17 settembre
decido di cambiare la parabola. montare e smontare impianti satellitari è un'attività che mi provoca piacere. decido di dedicare parte del mio prezioso sabato, un sabato normalmente occupato da film, lacrime e seghe, alla ricerca di materiali specifici. trovo un indirizzo. non è lontano. dieci minuti in macchina.
nel negozio ci sono due addetti. uno, antipatico, sa quello che dice, l'altro no. sono sfortunato: il primo è già impegnato a servire un cliente pieno di problemi. con delle mosse cerco di attendere che si liberi, ma il secondo si fa sotto e io come al solito non riesco ad oppormi. cerco di spiegare quello di cui ho bisogno. non capisce. io stesso faccio fatica a spiegarmi, perchè cerco di essere conciso e rapido, ma sono fosco e titubante. il secondo non può aiutarmi. interpella frettolosamente il primo, il quale è sempre alle prese col cliente problematico e pensa, con i dati di cui dispone, che io non abbia idea di quello che cerco. il che è anche vero, ma non nella circostanza. il secondo mi guarda e non ha più niente da dirmi. il primo sta ancora maltrattando il cliente e non ha tempo né voglia di darmi retta. non riesco a resistere. esco. appena fuori mi lascio andare a un flebile oh signùr. una donna che sta legando la bicicletta pensa che sia rivolto a lei e mi guarda male. mi accorgo che ho una macchia di unto sulla polo. polo che peraltro mi ingrassa.

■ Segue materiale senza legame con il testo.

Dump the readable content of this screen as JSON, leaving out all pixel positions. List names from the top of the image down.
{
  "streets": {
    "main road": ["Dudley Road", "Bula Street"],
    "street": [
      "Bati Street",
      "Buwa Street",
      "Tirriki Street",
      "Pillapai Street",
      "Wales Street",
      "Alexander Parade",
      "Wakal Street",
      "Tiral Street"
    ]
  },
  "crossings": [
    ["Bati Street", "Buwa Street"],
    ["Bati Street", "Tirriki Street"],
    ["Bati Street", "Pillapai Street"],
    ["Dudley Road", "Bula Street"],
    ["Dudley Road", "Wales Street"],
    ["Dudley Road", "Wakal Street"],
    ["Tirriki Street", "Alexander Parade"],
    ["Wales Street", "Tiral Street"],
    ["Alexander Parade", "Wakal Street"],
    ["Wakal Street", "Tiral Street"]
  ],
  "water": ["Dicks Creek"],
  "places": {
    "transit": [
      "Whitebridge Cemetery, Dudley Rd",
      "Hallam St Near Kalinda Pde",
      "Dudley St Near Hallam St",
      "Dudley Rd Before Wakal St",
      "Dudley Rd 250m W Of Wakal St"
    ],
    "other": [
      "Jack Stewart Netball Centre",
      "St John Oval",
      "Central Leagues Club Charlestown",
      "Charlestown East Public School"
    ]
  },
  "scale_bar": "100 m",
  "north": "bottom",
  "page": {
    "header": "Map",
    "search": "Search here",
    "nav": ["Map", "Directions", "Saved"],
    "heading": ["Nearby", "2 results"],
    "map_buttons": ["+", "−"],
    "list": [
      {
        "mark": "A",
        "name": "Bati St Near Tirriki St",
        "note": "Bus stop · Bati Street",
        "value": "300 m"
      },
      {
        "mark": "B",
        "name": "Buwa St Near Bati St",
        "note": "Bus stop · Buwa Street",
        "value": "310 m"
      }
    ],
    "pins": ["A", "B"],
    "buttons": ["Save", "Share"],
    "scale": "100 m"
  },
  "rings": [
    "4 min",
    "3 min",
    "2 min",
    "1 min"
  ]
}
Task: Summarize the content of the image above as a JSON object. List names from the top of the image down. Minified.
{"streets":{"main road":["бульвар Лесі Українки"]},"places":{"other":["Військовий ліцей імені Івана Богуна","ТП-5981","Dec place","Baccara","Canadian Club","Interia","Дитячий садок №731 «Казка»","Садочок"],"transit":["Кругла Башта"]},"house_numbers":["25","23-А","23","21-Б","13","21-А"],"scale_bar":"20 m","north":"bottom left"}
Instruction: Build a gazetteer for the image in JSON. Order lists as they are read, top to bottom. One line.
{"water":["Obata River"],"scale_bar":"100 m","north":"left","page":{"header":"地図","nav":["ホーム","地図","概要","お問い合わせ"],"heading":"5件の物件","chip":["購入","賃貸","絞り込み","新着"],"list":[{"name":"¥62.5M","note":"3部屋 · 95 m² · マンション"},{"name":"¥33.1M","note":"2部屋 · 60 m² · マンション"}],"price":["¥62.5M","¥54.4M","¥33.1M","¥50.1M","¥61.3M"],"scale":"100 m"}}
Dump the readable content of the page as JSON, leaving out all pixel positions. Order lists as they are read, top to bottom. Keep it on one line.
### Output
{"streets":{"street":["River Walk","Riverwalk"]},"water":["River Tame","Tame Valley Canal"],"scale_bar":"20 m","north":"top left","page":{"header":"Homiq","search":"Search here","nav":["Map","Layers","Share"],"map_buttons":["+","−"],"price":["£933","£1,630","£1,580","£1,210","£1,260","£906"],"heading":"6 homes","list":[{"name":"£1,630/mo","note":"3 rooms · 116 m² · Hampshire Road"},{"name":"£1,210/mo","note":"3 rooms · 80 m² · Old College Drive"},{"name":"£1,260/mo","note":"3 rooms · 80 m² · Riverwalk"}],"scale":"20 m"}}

torno in macchina e sento un dibattito su natura e cultura, al quale partecipa naturalmente salvatore natoli, che parla come un avvocato meridionale, minaccioso e gagliardo. un professore tedesco non è d'accordo con lui. il moderatore di radiotre palesa un'ignoranza avvilente.
mi viene la nausea.
vado in un centro commerciale. le persone che vedo mi rattristano. mi assale una leggera angoscia. passo e ripasso gli stessi scaffali più volte, sperando che qualcosa si materializzi sotto i miei occhi di morto che cammina. chiedo a un commesso. il pezzo che cerco arriva giovedì prossimo.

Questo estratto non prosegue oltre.